# Infinite series without k-1

1. Apr 28, 2010

### oddjobmj

1. The problem statement, all variables and given/known data
I'm told to evaluate the following to the thousandths place:

$$\infty$$
$$\Sigma$$ 7*(0.35)^k
k=1

2. Relevant equations
We know that an infinite equation can be expressed as:

S$$\infty$$=(a1)/1-rn

3. The attempt at a solution

The first term (a1) is 7 and r=.35 so I can plug those into the above equation. I can see that we're doing something along the lines of:

7+7(.35)+7(.35^2)+7(.35^3)

However, there are two issues I'm having.

1) How do I plug in n when it's infinity?

2) In the non-infinite sum of geometric series problems I've worked where in the $$\Sigma$$ equation it's r^k versus the normal format of r^k-1 I had to modify the problem to make it k-1 and ended up multiplying the whole thing by r and then subtracting r from the whole thing... It was kind of crazy and I'm still not sure why and what happened.

Do I have to do something like that here?

How do I solve this equation?

2. Apr 28, 2010

### HallsofIvy

No, this is wrong.

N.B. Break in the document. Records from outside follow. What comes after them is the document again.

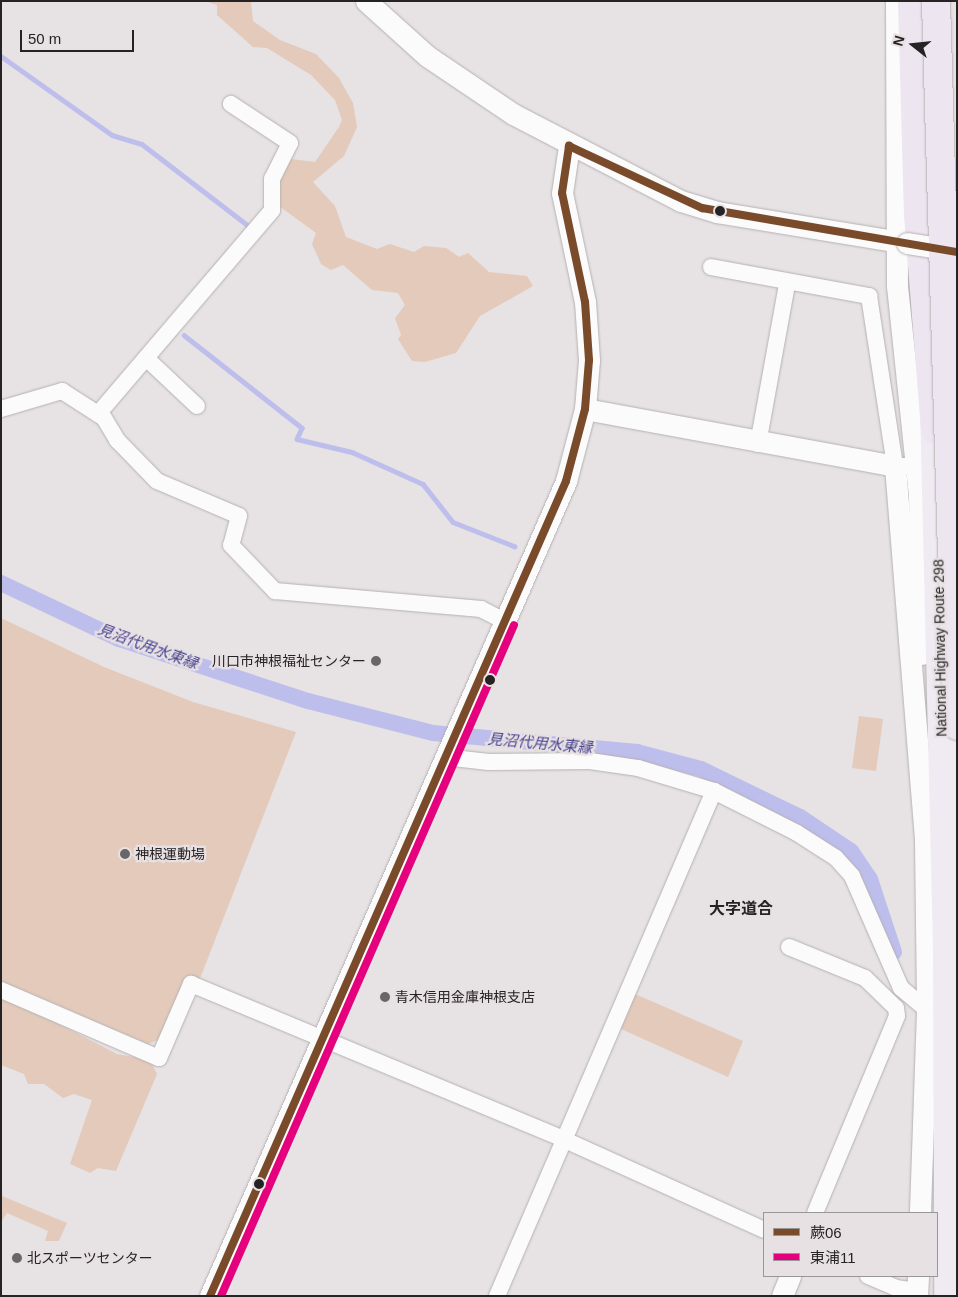 <!DOCTYPE html>
<html>
<head>
<meta charset="utf-8">
<style>
  body { margin:0 }
  #map { position:relative; width:958px; height:1297px; overflow:hidden; background:#e7e2e4; font-family:Arial,"Noto Sans JP",sans-serif }
  div>[style] { position:absolute }
  .green>* { inset:0; background:#e3cabb }
  .stream>* { height:4.5px; margin:-2.25px; padding:0 2.25px; transform-origin:2.25px; border-radius:2.25px; background:#bebeec }
  .canal>* { height:16px; margin:-8px; padding:0 8px; transform-origin:8px; border-radius:8px; background:#bebeec }
  .roads { filter:drop-shadow(0 0 1px #b5b1b2) drop-shadow(0 0 1px #b5b1b2) }
  .minor>* { height:16px; margin:-8px; padding:0 8px; transform-origin:8px; border-radius:8px; background:#fbfbfb }
  .tertiary>* { height:21px; margin:-10.5px; padding:0 10.5px; transform-origin:10.5px; border-radius:10.5px; background:#fbfbfb }
  .trunk>* { height:28px; margin:-14px; padding:0 14px; transform-origin:14px; border-radius:14px; background:#f0eaf2 }
  .motorway>* { height:28px; margin:-14px; padding:0 14px; transform-origin:14px; border-radius:14px; background:#ede5f0 }
  .bridges { filter:drop-shadow(0 0 1px #b5b1b2) drop-shadow(0 0 1px #b5b1b2) }
  .tertiary-bridge>* { height:21px; margin:-10.5px; padding:0 10.5px; transform-origin:10.5px; border-radius:10.5px; background:#fbfbfb }
  .motorway-bridge>* { height:28px; margin:-14px; padding:0 14px; transform-origin:14px; border-radius:14px; background:#ede5f0 }
  .bus-1>* { height:8px; margin:-4px; padding:0 4px; transform-origin:4px; border-radius:4px; background:#7a4b2a }
  .bus-2>* { height:8px; margin:-4px; padding:0 4px; transform-origin:4px; border-radius:4px; background:#e5007d }
  .dots>* { width:14px; height:14px; translate:-50% -50%; box-sizing:border-box; border:2px solid #e8e1e3; border-radius:50% }
  span { translate:-50% -50%; white-space:nowrap; text-align:center; line-height:1.15; -webkit-text-stroke:4.5px #e8e1e3; paint-order:stroke }
  .street-label { font-size:14px; color:#262324 }
  .poi-label { font-size:14px; color:#262324 }
  .right { translate:-100% -50%; text-align:right }
  .left { translate:0 -50%; text-align:left }
  .water-label { font-size:15px; color:#45428e; font-style:italic }
  .quarter-label { font-size:16px; color:#262324; font-weight:700 }
  .frame { position:absolute; inset:0; border:2px solid #262324; pointer-events:none }
  .legend { position:absolute; left:763px; top:1212px; width:175px; height:65px; box-sizing:border-box; background:#e8e1e3; border:1px solid #9a9597; margin:0; padding:6px 9px; list-style:none; font-size:15px; color:#262324 }
  .legend li { display:flex; align-items:center; gap:10px; height:25px }
  .legend b { width:25px; border:1px solid #9a9597 }
  .north { position:absolute; left:888px; top:20px; width:50px; height:50px; -webkit-text-stroke:4px #e8e1e3; paint-order:stroke; rotate:286deg; font-size:14px; font-weight:700; line-height:20px; text-align:center; color:#262324 }
  .north::after { content:''; display:block; margin:auto; width:18px; height:22px; background:#262324; clip-path:polygon(50% 0,100% 100%,50% 72%,0 100%) }
  .scale { position:absolute; left:20px; top:30px; width:114px; height:22px; box-sizing:border-box; border:2px solid #262324; border-top:0; padding-left:6px; font-size:15px; line-height:18px; white-space:nowrap; color:#262324; -webkit-text-stroke:4px #e8e1e3; paint-order:stroke }
</style>
</head>
<body>
<div id="map">
  <div class="green">
    <i style="clip-path:polygon(205px 1px,251px 1px,253px 21px,280px 40px,316px 54px,339px 78px,353px 103px,357px 127px,344px 156px,313px 182px,335px 206px,346px 237px,377px 249px,390px 244px,414px 252px,424px 246px,446px 248px,459px 257px,468px 253px,489px 272px,527px 276px,533px 286px,480px 316px,456px 353px,425px 362px,412px 361px,398px 339px,401px 335px,395px 318px,405px 305px,398px 293px,372px 290px,343px 265px,331px 270px,321px 264px,312px 244px,316px 233px,279px 206px,278px 183px,291px 159px,315px 162px,339px 127px,342px 120px,335px 100px,311px 75px,267px 48px,253px 47px,217px 15px,217px 5px)"></i>
    <i style="clip-path:polygon(1px 618px,104px 667px,193px 702px,296px 732px,199px 981px,187px 976px,160px 1039px,148px 1044px,1px 981px)"></i>
    <i style="clip-path:polygon(859px 716px,883px 719px,876px 771px,852px 768px)"></i>
    <i style="clip-path:polygon(1px 994px,117px 1054px,150px 1060px,157px 1074px,116px 1171px,98px 1168px,90px 1173px,70px 1164px,92px 1100px,74px 1094px,63px 1098px,44px 1084px,28px 1084px,24px 1074px,1px 1065px)"></i>
    <i style="clip-path:polygon(635px 994px,743px 1041px,728px 1077px,621px 1029px)"></i>
    <i style="clip-path:polygon(2px 1196px,67px 1223px,59px 1241px,45px 1241px,48px 1231px,7px 1213px,1px 1222px)"></i>
  </div>
  <div class="stream">
    <i style="left:1px;top:56px;width:136px;rotate:35.4deg"></i>
    <i style="left:112px;top:135px;width:31px;rotate:17deg"></i>
    <i style="left:142px;top:144px;width:135px;rotate:37.5deg"></i>
    <i style="left:184px;top:335px;width:150px;rotate:38.2deg"></i>
    <i style="left:302px;top:428px;width:12px;rotate:114deg"></i>
    <i style="left:297px;top:439px;width:57px;rotate:13.3deg"></i>
    <i style="left:352px;top:452px;width:78px;rotate:24.3deg"></i>
    <i style="left:423px;top:484px;width:48px;rotate:51.7deg"></i>
    <i style="left:453px;top:522px;width:66px;rotate:21.5deg"></i>
  </div>
  <div class="canal">
    <i style="left:1px;top:583px;width:131px;rotate:25.4deg"></i>
    <i style="left:119px;top:639px;width:199px;rotate:18.2deg"></i>
    <i style="left:308px;top:701px;width:129px;rotate:14.4deg"></i>
    <i style="left:433px;top:733px;width:205px;rotate:5.3deg"></i>
    <i style="left:637px;top:752px;width:66px;rotate:14.9deg"></i>
    <i style="left:701px;top:769px;width:110px;rotate:25.9deg"></i>
    <i style="left:800px;top:817px;width:61px;rotate:33.7deg"></i>
    <i style="left:851px;top:851px;width:34px;rotate:56deg"></i>
    <i style="left:870px;top:879px;width:77px;rotate:71.8deg"></i>
  </div>
  <div class="roads">
    <div class="minor">
      <i style="left:711px;top:267px;width:161px;rotate:10.4deg"></i>
      <i style="left:869px;top:296px;width:172px;rotate:81.3deg"></i>
      <i style="left:895px;top:466px;width:11px"></i>
      <i style="left:146px;top:358px;width:70px;rotate:43.3deg"></i>
      <i style="left:1px;top:409px;width:64px;rotate:-16.4deg"></i>
      <i style="left:62px;top:391px;width:50px;rotate:32.7deg"></i>
      <i style="left:104px;top:418px;width:26px;rotate:59deg"></i>
      <i style="left:117px;top:440px;width:57px;rotate:45.7deg"></i>
      <i style="left:157px;top:481px;width:89px;rotate:23.1deg"></i>
      <i style="left:239px;top:516px;width:30px;rotate:105deg"></i>
      <i style="left:231px;top:545px;width:64px;rotate:46.3deg"></i>
      <i style="left:275px;top:591px;width:207px;rotate:5deg"></i>
      <i style="left:481px;top:609px;width:27px;rotate:27deg"></i>
      <i style="left:98px;top:414px;width:268px;rotate:-49.5deg"></i>
      <i style="left:272px;top:210px;width:31px;rotate:-90deg"></i>
      <i style="left:272px;top:179px;width:40px;rotate:-63.4deg"></i>
      <i style="left:290px;top:143px;width:71px;rotate:-146.5deg"></i>
      <i style="left:758px;top:444px;width:163px;rotate:-79.7deg"></i>
      <i style="left:444px;top:757px;width:45px;rotate:6.3deg"></i>
      <i style="left:489px;top:762px;width:101px;rotate:-0.6deg"></i>
      <i style="left:590px;top:761px;width:49px;rotate:8.3deg"></i>
      <i style="left:638px;top:768px;width:79px;rotate:16.8deg"></i>
      <i style="left:714px;top:791px;width:93px;rotate:26.8deg"></i>
      <i style="left:797px;top:833px;width:46px;rotate:32.7deg"></i>
      <i style="left:836px;top:858px;width:24px;rotate:48deg"></i>
      <i style="left:852px;top:876px;width:122px;rotate:66.4deg"></i>
      <i style="left:901px;top:988px;width:34px;rotate:40deg"></i>
      <i style="left:789px;top:947px;width:82px;rotate:22.2deg"></i>
      <i style="left:865px;top:978px;width:43px;rotate:44.1deg"></i>
      <i style="left:896px;top:1008px;width:8px;rotate:83deg"></i>
      <i style="left:897px;top:1016px;width:213px;rotate:112.6deg"></i>
      <i style="left:1px;top:990px;width:172px;rotate:23.3deg"></i>
      <i style="left:159px;top:1058px;width:81px;rotate:-66.6deg"></i>
      <i style="left:191px;top:984px;width:405px;rotate:22.6deg"></i>
      <i style="left:565px;top:1140px;width:218px;rotate:24.3deg"></i>
      <i style="left:868px;top:1276px;width:30px;rotate:23deg"></i>
      <i style="left:896px;top:1288px;width:22px;rotate:8deg"></i>
      <i style="left:497px;top:1296px;width:550px;rotate:-66.75deg"></i>
    </div>
    <div class="tertiary">
      <i style="left:366px;top:1px;width:82px;rotate:42deg"></i>
      <i style="left:427px;top:56px;width:104px;rotate:34deg"></i>
      <i style="left:513px;top:114px;width:189px;rotate:27.4deg"></i>
      <i style="left:681px;top:201px;width:38px;rotate:17deg"></i>
      <i style="left:717px;top:212px;width:193px;rotate:9.3deg"></i>
      <i style="left:896px;top:1px;width:285px;rotate:89.8deg"></i>
      <i style="left:897px;top:286px;width:211px;rotate:84deg"></i>
      <i style="left:919px;top:496px;width:158px;rotate:88.9deg"></i>
      <i style="left:585px;top:409px;width:315px;rotate:10.4deg"></i>
      <i style="left:895px;top:466px;width:374px;rotate:85.4deg"></i>
      <i style="left:925px;top:839px;width:171px;rotate:89.3deg"></i>
      <i style="left:927px;top:1010px;width:203px;rotate:92deg"></i>
      <i style="left:210px;top:1296px;width:889px;rotate:-66.4deg"></i>
      <i style="left:566px;top:481px;width:74px;rotate:-75.2deg"></i>
      <i style="left:585px;top:409px;width:49px;rotate:-85.3deg"></i>
      <i style="left:589px;top:360px;width:58px;rotate:-93.9deg"></i>
      <i style="left:585px;top:302px;width:111px;rotate:-101.9deg"></i>
      <i style="left:562px;top:193px;width:48px;rotate:-81.5deg"></i>
      <i style="left:782px;top:1296px;width:22px;rotate:-68deg"></i>
      <i style="left:917px;top:1296px;width:20px;rotate:-87deg"></i>
    </div>
    <div class="trunk">
      <i style="left:934px;top:405px;width:543px;rotate:88.63deg"></i>
      <i style="left:947px;top:948px;width:348px;rotate:89.8deg"></i>
    </div>
    <div class="motorway">
      <i style="left:912px;top:1px;width:213px;rotate:88.4deg"></i>
      <i style="left:918px;top:214px;width:216px;rotate:85.5deg"></i>
    </div>
  </div>
  <div class="bridges">
    <div class="tertiary-bridge">
      <i style="left:907px;top:243px;width:51px;rotate:9.1deg"></i>
    </div>
    <div class="motorway-bridge">
      <i style="left:936px;top:1px;width:725px;rotate:88.34deg"></i>
    </div>
  </div>
  <div class="bus-1">
    <i style="left:569px;top:146px;width:147px;rotate:25deg"></i>
    <i style="left:702px;top:208px;width:259px;rotate:9.8deg"></i>
    <i style="left:210px;top:1296px;width:889px;rotate:-66.4deg"></i>
    <i style="left:566px;top:481px;width:74px;rotate:-75.2deg"></i>
    <i style="left:585px;top:409px;width:49px;rotate:-85.3deg"></i>
    <i style="left:589px;top:360px;width:58px;rotate:-93.9deg"></i>
    <i style="left:585px;top:302px;width:111px;rotate:-101.9deg"></i>
    <i style="left:562px;top:193px;width:48px;rotate:-81.5deg"></i>
  </div>
  <div class="bus-2">
    <i style="left:221px;top:1296px;width:732px;rotate:-66.41deg"></i>
  </div>
  <div class="dots">
    <i style="left:720px;top:211px;background:#262324"></i>
    <i style="left:376px;top:661px;background:#6a6667"></i>
    <i style="left:490px;top:680px;background:#262324"></i>
    <i style="left:125px;top:854px;background:#6a6667"></i>
    <i style="left:385px;top:997px;background:#6a6667"></i>
    <i style="left:259px;top:1184px;background:#262324"></i>
    <i style="left:17px;top:1258px;background:#6a6667"></i>
  </div>
  <div class="street-label">
    <span style="left:940px;top:648px;rotate:-91deg">National Highway Route 298</span>
  </div>
  <div class="poi-label">
    <span class="right" style="left:366px;top:661px">川口市神根福祉センター</span>
    <span class="left" style="left:135px;top:854px">神根運動場</span>
    <span class="left" style="left:395px;top:997px">青木信用金庫神根支店</span>
    <span class="left" style="left:27px;top:1258px">北スポーツセンター</span>
  </div>
  <div class="water-label">
    <span style="left:148px;top:646px;rotate:20deg">見沼代用水東縁</span>
    <span style="left:540px;top:743px;rotate:5deg">見沼代用水東縁</span>
  </div>
  <div class="quarter-label">
    <span style="left:741px;top:909px">大字道合</span>
  </div>
  <div class="frame"></div>
  <ul class="legend">
  <li><b style="height:6px;background:#7a4b2a"></b>蕨06</li>
  <li><b style="height:6px;background:#e5007d"></b>東浦11</li>
  </ul>
  <div class="north">N</div>
  <div class="scale">50 m</div>
</div>
</body>
</html>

The formula for a finite geometric sum is
$$\sum_{k=0}^n ar^k= \frac{a(1- r^{n+ 1})}{1- r}$$.

You get the formula for the infinite series by taking the limit as n goes to infinity. It only converges if -1< r< 1 and in that case $r^n$ goes to 0. The sum of an infinite geometric series,
$$\sum_{n=0}^\infty ar^n= \frac{a}{1- r}$$

There is no "n" in the formula for the sum of an infinite series.

No, you do not.

Use the formula
$$\sum_{n=0}^\infty ar^n= \frac{a}{1- r}$$

3. Apr 28, 2010

### oddjobmj

Alright, thanks!

Now I guess my issue is that k=1 in my equation and I'm really not sure how to get it to 0.

4. Apr 28, 2010

### oddjobmj

Just for future reference if anyone has this question again.

I figured it out after HallsofIvy's help, thanks!

You just take the result of a/(1-r) which happens to be 10.769 in this case and subtract 1*a or '7' to get the end result of 3.769.

5. Apr 29, 2010

### HallsofIvy

The "k= 0" term in $7(0.35)^k$ is $7(0.35)^0= 7$. To get the sum from k= 1 to infinity. ust use the formula from 0 to infinity, the subtract 7.

Or: let n= k-1 so that when k= 1, n= 0. Then k= n+ 1 so [itex]7(0.35)^k= 7(0.35)^{n+1}= 7(0.35)(0.35)^n[/math]. Use the formula from n=0 to infinity with [math]a_0= 7(0.35)= 2.45 and r still 0.35.

Both of those should give the same answer.